- Other names: NBIA
- Specialty: Neurology

= Neurodegeneration with brain iron accumulation =

Group of neurodegenerative disorders with associated iron accumulation in the brain

Neurodegeneration with brain iron accumulation is a heterogenous group of inherited neurodegenerative diseases, still under research, in which iron accumulates in the basal ganglia, either resulting in progressive dystonia, parkinsonism, spasticity, optic atrophy, retinal degeneration, neuropsychiatric, or diverse neurologic abnormalities.
Some of the NBIA disorders have also been associated with several genes in synapse and lipid metabolism related pathways. NBIA is not one disease but an entire group of disorders, characterized by an accumulation of brain iron, sometimes in the presence of axonal spheroids in the central nervous system.

Iron accumulation can occur anywhere in the brain, with accumulation typically occurring in globus pallidus, substantia nigra, pars reticula, striatum and cerebellar dentate nuclei. Symptoms can include various movement disorders, neuropsychiatric issues, seizures, visual disturbances, and cognitive decline, usually in different combinations. Ten to fifteen genetic NBIA disorders involving various cell processes have been identified: iron metabolism, coenzyme A biosynthesis, phospholipid metabolism, ceramide metabolism, lysosomal disorders, as well as mutations in genes with unknown functions. Onset can occur at different ages, from early childhood to late adulthood.

As of 2021 there were no curative treatments for any of the NBIA disorders, though several medications have been subject to clinical trial including the iron chelator deferiprone.

==Variants==

Overview of monogenic NBIA disorders
| NBIA variant | Gene | Inheritance |
|---|---|---|
| Pantothenate kinase-associated neurodegeneration (PKAN) | PANK2 | autosomal recessive |
| PLA2G6-associated neurodegeneration (PLAN) | PLA2G6 | autosomal recessive |
| Mitochondrial membrane protein-associated neurodegeneration (MPAN) | C19orf12 | autosomal recessive or dominant |
| Beta-propeller protein-associated neurodegeneration (BPAN) | WDR45 | X-linked dominant (mostly de novo mutations) |
| Fatty acid hydroxylase-associated neurodegeneration (FAHN) | FA2H | autosomal recessive |
| Kufor–Rakeb syndrome | ATP13A2 | autosomal recessive |
| Neuroferritinopathy | FTL, FTH1 | autosomal dominant |
| Aceruloplasminemia | CP | autosomal recessive |
| Woodhouse–Sakati syndrome | DCAF17 | autosomal recessive |
| COASY protein-associated neurodegeneration (CoPAN) | COASY | autosomal recessive |
| NBIA7 | REPS1 | autosomal recessive |
| NBIA8 | CRAT | autosomal recessive |

==Diagnosis==
DaT scans, transcranial Doppler sonography (TCD), PET scans, and, in some cases, magnetic resonance imaging (MRI) (type of scans depending on the symptoms) are used to distinguish between the different forms of NBIA due to the accumulation of iron in different areas of the brain. Patients typically fall into two different categories: (1) early onset, rapid progression or (2) late onset, slow progression. The first type is considered to be the classic presentation, while the second type is thought to be a more atypical presentation. Phenotypes of the different disorders appear to be dependent on age, i.e. amount of iron accumulation and cognitive abilities.

==Treatments==
Effective disease-modifying treatments have not yet been found for any of the NBIA disorders.
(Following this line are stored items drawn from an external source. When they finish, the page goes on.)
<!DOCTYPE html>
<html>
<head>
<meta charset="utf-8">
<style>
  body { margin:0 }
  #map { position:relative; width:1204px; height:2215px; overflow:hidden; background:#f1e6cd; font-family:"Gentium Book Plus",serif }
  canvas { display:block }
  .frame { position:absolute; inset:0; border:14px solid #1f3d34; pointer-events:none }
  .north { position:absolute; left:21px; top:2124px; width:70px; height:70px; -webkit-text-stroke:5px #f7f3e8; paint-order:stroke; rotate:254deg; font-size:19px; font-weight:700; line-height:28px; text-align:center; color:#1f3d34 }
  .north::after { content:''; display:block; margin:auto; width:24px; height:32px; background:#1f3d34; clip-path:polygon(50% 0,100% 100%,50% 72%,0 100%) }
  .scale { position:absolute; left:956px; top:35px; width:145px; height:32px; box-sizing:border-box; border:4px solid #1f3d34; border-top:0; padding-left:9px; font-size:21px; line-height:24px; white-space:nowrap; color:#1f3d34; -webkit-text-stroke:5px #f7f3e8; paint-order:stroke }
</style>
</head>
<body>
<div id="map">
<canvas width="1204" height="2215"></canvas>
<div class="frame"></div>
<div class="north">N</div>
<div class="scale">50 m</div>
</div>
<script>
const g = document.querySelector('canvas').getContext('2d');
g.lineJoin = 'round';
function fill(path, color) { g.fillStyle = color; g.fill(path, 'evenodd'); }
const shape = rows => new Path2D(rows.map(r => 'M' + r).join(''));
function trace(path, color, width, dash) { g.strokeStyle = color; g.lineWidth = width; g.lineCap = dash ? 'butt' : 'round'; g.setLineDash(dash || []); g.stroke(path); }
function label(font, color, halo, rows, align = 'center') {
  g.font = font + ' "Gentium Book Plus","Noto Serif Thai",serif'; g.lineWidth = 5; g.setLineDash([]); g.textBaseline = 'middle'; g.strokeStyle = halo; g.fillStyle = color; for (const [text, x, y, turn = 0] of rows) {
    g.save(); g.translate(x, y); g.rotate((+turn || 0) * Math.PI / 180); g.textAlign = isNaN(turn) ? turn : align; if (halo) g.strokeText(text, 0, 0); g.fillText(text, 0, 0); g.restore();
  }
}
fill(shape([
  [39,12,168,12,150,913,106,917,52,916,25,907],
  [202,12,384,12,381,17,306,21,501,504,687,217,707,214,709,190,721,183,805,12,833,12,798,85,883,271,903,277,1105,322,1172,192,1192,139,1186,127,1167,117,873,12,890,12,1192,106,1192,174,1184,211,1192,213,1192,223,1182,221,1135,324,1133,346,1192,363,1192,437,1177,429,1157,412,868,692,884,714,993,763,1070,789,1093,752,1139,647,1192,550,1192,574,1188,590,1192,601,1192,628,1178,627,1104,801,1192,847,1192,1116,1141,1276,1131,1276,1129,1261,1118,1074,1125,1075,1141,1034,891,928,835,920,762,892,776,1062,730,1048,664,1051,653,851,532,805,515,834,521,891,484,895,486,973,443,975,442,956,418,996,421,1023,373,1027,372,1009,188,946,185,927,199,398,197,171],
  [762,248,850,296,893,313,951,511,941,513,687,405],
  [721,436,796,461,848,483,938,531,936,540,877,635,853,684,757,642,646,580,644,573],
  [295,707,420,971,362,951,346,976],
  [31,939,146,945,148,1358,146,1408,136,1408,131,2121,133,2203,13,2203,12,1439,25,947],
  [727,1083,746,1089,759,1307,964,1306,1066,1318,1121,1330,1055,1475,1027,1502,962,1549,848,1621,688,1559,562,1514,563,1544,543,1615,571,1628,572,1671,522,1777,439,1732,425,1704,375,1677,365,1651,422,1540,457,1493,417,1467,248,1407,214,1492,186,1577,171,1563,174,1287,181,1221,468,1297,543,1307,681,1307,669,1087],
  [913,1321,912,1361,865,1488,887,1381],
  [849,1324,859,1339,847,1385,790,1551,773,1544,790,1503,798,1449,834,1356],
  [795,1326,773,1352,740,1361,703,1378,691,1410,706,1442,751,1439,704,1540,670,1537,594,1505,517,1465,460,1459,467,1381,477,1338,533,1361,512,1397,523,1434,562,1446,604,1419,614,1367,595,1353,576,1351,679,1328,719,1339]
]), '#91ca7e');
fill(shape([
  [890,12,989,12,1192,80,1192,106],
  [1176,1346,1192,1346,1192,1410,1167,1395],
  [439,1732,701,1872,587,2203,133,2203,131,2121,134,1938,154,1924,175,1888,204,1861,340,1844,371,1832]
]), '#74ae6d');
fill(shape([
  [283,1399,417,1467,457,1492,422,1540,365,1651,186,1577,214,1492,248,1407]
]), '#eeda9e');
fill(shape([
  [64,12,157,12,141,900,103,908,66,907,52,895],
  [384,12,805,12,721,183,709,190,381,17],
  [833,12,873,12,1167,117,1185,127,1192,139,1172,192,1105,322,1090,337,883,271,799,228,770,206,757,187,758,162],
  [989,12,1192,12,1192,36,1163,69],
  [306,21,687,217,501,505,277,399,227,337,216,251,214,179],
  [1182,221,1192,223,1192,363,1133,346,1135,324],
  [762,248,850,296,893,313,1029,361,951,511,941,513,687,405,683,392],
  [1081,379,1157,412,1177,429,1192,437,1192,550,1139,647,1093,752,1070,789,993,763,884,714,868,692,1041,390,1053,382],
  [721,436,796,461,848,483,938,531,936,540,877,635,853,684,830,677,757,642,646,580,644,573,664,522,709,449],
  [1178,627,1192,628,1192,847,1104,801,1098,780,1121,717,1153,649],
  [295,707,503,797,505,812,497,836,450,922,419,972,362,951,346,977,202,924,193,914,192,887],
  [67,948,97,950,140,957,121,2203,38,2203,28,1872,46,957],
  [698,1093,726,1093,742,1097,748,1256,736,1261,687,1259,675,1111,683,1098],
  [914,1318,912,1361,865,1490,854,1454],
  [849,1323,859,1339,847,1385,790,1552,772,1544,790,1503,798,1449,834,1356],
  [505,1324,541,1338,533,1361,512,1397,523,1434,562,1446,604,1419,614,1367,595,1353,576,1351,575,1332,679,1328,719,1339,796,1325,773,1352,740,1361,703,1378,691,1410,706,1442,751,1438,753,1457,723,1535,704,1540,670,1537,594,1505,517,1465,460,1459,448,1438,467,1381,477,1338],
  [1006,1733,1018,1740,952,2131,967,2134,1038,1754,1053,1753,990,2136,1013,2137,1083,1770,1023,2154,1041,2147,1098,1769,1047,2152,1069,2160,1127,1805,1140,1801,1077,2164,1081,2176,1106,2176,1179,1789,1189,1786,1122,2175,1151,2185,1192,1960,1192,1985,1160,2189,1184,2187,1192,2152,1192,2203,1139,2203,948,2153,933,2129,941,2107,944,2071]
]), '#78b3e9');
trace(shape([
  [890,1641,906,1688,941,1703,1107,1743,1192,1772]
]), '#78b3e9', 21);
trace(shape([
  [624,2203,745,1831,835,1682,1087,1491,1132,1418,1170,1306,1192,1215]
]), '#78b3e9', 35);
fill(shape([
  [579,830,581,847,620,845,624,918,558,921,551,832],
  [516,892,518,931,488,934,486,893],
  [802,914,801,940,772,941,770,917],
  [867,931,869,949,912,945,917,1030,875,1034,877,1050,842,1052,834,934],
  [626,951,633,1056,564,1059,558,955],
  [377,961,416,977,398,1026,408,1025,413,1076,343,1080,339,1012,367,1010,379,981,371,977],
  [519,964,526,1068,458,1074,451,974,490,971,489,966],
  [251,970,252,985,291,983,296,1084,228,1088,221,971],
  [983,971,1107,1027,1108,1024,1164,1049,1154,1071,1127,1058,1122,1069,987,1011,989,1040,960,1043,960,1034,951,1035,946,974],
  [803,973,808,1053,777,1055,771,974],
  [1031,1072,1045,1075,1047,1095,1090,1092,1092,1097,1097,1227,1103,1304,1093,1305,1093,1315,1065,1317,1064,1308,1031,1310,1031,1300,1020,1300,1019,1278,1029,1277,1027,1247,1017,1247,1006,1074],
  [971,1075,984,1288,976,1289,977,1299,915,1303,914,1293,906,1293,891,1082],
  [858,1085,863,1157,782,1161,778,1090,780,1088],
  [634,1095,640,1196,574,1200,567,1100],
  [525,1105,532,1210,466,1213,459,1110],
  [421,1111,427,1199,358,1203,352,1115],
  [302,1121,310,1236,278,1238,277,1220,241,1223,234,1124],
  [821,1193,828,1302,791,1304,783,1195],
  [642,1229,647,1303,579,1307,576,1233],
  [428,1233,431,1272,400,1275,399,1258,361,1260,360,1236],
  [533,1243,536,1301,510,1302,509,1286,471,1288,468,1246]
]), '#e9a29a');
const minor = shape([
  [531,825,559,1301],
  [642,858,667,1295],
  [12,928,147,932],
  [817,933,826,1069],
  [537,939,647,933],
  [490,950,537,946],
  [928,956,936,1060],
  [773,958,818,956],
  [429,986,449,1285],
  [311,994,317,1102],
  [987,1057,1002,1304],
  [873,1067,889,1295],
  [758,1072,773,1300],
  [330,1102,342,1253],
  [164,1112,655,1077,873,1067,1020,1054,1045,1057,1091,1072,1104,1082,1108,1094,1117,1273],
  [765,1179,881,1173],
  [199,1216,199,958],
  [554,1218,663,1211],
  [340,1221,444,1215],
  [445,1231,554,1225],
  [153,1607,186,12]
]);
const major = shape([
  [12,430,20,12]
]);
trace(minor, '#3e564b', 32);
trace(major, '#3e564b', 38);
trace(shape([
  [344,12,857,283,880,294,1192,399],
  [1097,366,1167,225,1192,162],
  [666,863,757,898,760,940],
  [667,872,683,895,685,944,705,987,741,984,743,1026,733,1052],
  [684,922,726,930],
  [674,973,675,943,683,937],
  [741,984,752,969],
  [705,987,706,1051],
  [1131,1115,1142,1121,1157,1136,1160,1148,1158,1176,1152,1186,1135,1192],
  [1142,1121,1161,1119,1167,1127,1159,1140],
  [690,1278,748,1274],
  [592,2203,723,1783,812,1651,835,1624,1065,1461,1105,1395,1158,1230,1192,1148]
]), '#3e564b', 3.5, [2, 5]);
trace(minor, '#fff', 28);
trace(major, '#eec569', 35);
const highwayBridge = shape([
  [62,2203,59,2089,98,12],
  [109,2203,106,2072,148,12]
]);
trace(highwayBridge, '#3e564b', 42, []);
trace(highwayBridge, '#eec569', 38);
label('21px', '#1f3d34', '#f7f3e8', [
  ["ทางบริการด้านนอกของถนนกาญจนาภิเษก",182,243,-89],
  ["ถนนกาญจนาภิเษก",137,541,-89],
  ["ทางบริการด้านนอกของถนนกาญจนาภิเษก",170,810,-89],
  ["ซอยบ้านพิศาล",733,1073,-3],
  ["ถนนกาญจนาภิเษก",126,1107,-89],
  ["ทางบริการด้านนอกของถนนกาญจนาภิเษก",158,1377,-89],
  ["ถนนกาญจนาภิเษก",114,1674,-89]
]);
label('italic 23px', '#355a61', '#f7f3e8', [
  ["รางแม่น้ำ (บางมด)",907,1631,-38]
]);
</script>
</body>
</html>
Treatment is supportive and focused on improving symptoms: Dystonia is a common debilitating symptom and can be managed with oral medications, and sometimes with deep-brain electrical stimulation, therapy support for walking, eating, and manual tasks is essential. Later, in many of the diseases, slowing and stopping of movement (known as parkinsonism) can become common. Removal of iron, using medications known as iron chelators, has been tested in clinical trial but was not definitively shown to be effective.